It is a truth universally acknowledged, that employers must implement policies if they want clear and unambiguous conditions in the workplace. Indeed, the work of employees is usually defined in the necessary detail in the various policies issued by the employer. The larger the organization, the more so. Of the other labour documents, employment contracts usually contain only a few basic conditions (base salary, working hours, place of work, etc.) or provisions that “parrot” the law, while job descriptions (if they are drawn up at all) typically list only the main duties and expectations of the employee. Furthermore, collective bargaining agreements are as rare as a white raven in most workplaces in Hungary.

Policies are unilateral statements by the employer, typically detailing the terms and conditions of employment or providing some kind of benefit (cafeteria, bonus, etc.) to employees.

It is commonly believed that the employer can subsequently amend or revoke the policy at will. This is reinforced by the fact that many employers also expressly reserve the right to amend and/or withdraw the policy. This seems understandable and logical, since the employer has unilaterally set the terms of the policy in advance and is therefore obviously entitled to amend or withdraw it. As it so often is, the reality is more complicated.
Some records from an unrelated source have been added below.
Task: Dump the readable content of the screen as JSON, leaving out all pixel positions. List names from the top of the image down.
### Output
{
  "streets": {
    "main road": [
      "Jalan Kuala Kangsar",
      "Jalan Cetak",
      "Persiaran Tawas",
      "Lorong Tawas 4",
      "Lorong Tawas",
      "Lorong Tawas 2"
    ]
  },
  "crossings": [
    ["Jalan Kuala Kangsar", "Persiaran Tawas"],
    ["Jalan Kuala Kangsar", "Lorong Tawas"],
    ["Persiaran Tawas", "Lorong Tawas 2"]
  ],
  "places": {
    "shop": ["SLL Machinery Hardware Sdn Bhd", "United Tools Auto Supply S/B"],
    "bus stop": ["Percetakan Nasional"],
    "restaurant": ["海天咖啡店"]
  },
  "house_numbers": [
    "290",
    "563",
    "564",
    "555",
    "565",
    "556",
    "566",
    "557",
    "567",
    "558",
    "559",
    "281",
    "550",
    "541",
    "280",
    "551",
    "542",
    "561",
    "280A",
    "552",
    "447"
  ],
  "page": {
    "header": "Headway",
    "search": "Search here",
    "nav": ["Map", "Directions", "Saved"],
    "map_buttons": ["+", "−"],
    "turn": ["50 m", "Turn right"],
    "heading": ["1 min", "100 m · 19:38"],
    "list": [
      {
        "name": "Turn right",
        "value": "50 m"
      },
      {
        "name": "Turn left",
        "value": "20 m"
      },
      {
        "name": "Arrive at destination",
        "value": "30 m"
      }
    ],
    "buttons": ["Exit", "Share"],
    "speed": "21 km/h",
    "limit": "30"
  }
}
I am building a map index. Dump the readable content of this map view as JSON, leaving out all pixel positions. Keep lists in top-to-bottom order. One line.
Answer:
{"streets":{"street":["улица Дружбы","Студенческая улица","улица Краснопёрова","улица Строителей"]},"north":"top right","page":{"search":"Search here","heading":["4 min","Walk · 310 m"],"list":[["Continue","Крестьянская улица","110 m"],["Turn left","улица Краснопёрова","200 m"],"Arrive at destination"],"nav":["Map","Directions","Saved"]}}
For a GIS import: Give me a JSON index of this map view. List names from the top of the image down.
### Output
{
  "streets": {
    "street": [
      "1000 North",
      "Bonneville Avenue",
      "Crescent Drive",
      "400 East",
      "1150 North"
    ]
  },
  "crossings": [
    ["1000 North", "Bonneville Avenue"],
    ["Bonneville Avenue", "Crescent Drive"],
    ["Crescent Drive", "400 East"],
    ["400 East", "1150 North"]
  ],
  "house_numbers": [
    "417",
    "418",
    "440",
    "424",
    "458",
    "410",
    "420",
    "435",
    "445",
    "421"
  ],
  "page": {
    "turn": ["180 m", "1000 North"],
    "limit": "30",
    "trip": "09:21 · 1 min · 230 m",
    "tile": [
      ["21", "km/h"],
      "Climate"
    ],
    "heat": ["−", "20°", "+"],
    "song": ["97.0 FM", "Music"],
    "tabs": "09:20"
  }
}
In fact, an employer may revoke or amend a policy that provides a benefit to employees to the detriment of employees

if it would be impossible or disproportionately detrimental to the employer to keep the policy unchanged (even if the employer has reserved the right to amend and/or revoke it). It is easy to understand, however, that it would be rather difficult to prove impossibility or disproportionate detriment (and the case law does not yet provide any guidance in this respect). Modification or withdrawal with the consent of the employee might also be an option, but employees aware of their own interests would hardly agree to this. Such a policy is a unilateral commitment which both entitles the employee and obliges the employer (just like an employment contract). It therefore seems that

employers often unintentionally shoot themselves in the foot by including in their policies the benefits they voluntarily grant.

The cherry on top is that the employer’s actual practice (“customary conduct”) may also be considered as a policy from which an employee can also take benefit.

“What is to be done?”,

one might ask, to quote another classic.

  • When issuing new policies, it is obviously worth considering everything beforehand and including any limitations and exclusions of benefits in the policies themselves.
  • It is also advisable to publish the policy for a limited period (preferably one year), as the policy will automatically cease upon expiry (i.e., without revocation), after which the employer can decide without restriction whether, and with what content, to draw up a new policy.

However, the question arises as to what can be done with existing and indefinite policies if they contain employee benefits. Strictly speaking, nothing, as long as this does not create an impossible or disproportionate detriment for the employer. In reality, of course, employers often amend or withdraw such policies as, and when, they feel like it, and it is more than likely that only very few disputes arise from this. However, bear in mind that employees can claim benefits withdrawn due to an unlawfully amended or revoked policy at any time within the three-year limitation period under employment law.